Vegetable muffins (vegan deliciousness)

My children love muffins, but usually when they have lots of fruity chunks or taste like cake. Sweet muffins are easy, but achieving a tasty savoury muffin that gets eaten in its entirety can be a challenge. These are made without dairy or eggs, are jam packed full of protein and iron rich vegetables and were gobbled in a flash.

My children made these with only a little assistance from me.

Preheat oven to 180 degrees Celsius or 160 fan-forced.

In a bowl combine:
2 1/2 cups mushrooms chopped
2/3 cup sundried tomatoes sliced
Cup of fresh spinach chopped
3 tbsp nutritional yeast
3 tbsp chia seeds soaked in 1 cup soy milk
1 1/2 cups extra soy milk
1/3 cup rice bran oil

Add 2 cups wholemeal self raising flour and stir until just combined.

Fill 12 hole muffin tray.
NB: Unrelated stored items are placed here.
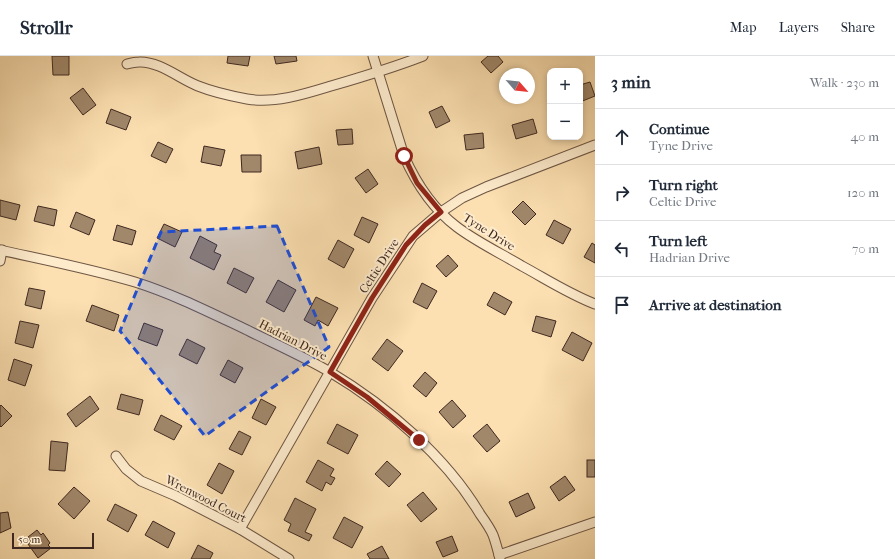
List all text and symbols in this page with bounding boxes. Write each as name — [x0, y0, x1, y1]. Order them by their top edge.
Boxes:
text: Strollr — [20, 17, 73, 39]
text: Map — [730, 19, 757, 36]
text: Layers — [779, 19, 819, 36]
text: Share — [841, 19, 875, 36]
north arrow — [499, 68, 535, 104]
map controls — [547, 68, 583, 140]
button: + — [547, 68, 583, 104]
text: 3 min — [611, 72, 651, 92]
text: Walk · 230 m — [810, 75, 879, 90]
button: − — [547, 104, 583, 140]
text: Continue — [649, 120, 709, 138]
icon: ahead — [611, 126, 633, 148]
text: 40 m — [851, 129, 879, 144]
text: Tyne Drive — [649, 138, 713, 153]
route start — [395, 147, 413, 165]
text: Turn right — [649, 176, 718, 194]
icon: right — [611, 182, 633, 204]
text: 120 m — [847, 185, 879, 200]
text: Celtic Drive — [649, 194, 716, 209]
street label: Tyne Drive — [460, 210, 518, 254]
text: Turn left — [649, 232, 707, 250]
street label: Celtic Drive — [356, 236, 402, 296]
icon: left — [611, 238, 633, 260]
text: 70 m — [852, 241, 879, 256]
text: Hadrian Drive — [649, 250, 730, 265]
icon: arrive — [611, 294, 633, 316]
text: Arrive at destination — [649, 296, 781, 314]
street label: Hadrian Drive — [257, 317, 329, 363]
route end — [410, 431, 428, 449]
street label: Wrenwood Court — [162, 472, 249, 526]
scale bar — [12, 531, 94, 550]
text: 50 m — [18, 533, 40, 546]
Bake for about 12-15 minutes.

Serve with dairy free cream cheese (I use Tofutti brand). These freeze beautifully.



Banana choc chip muffins with pear (vegan, high fibre)

These are lovely, moist in the middle, crispy on the top, with little sweet surprises from the chocolate and pear. We made these after breakfast then headed to the creek to eat them and enjoy some quality outside play. What a wonderful morning!
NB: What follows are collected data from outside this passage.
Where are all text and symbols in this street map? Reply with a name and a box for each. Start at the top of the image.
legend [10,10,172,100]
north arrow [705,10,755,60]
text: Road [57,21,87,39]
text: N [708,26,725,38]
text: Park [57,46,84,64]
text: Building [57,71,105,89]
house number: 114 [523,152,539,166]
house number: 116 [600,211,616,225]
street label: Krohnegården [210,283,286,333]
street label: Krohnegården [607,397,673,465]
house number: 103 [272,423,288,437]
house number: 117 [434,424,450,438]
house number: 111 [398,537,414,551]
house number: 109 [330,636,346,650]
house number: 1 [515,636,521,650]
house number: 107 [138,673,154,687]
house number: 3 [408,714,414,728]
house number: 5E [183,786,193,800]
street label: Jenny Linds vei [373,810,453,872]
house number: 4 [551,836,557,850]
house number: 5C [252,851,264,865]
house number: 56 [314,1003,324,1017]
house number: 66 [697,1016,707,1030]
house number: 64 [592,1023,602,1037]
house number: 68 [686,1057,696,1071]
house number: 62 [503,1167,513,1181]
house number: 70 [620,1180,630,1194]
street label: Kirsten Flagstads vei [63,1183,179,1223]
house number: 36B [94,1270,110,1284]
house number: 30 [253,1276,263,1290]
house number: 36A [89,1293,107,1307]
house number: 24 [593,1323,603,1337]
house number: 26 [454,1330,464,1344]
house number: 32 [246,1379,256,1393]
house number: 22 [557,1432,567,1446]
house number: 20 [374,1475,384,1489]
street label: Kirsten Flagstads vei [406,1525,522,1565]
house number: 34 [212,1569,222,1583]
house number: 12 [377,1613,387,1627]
Preheat oven to 180 degrees Celsius (160 fan forced)

In a large bowl combine until well combined:
3 very ripe bananas mashed
2 tbsp chia seeds soaked in 1 generous cup soy milk for 10 minutes
3 tbsp dark agave nectar
1/3 cup dairy free choc chips
1/3 cup rice bran oil

Mix in 2 cups of wholemeal self raising flour.

Spray oil 12 cup muffin tin and divide mixture evenly between the holes.
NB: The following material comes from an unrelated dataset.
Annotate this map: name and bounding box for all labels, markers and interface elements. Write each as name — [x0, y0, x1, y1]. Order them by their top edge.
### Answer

Slice a pear thickly. Trim slices to fit on top of muffin mixture. Gently place pear slices on top of mixture. Sprinkle with raw sugar.

Bake for about 15 minutes or until muffins spring back when lightly pressed.

Enjoy 🙂

Note: to transport warm from the oven, I tie them into a cotton napkin or clean tea towel. 20150108-214832-78512465.jpg




My best parenting tool found in every household

There has been so many posts from various mummy bloggers and parenting authors starting off this year about how to be a better parent, managing challenging childhood behaviour, getting better sleep, maintaining routines for easy days, creative play to get through holidays, encouraging literacy, screen free time, making interesting meals etc.

I don’t have any long sentiments to share that can give anyone a road map to being a better parent, but I will share my number one parenting tool that always points me in the right direction.

A mirror.

I know it’s ridiculously simple, but whenever I see unrest in my children, I always, always find it in myself.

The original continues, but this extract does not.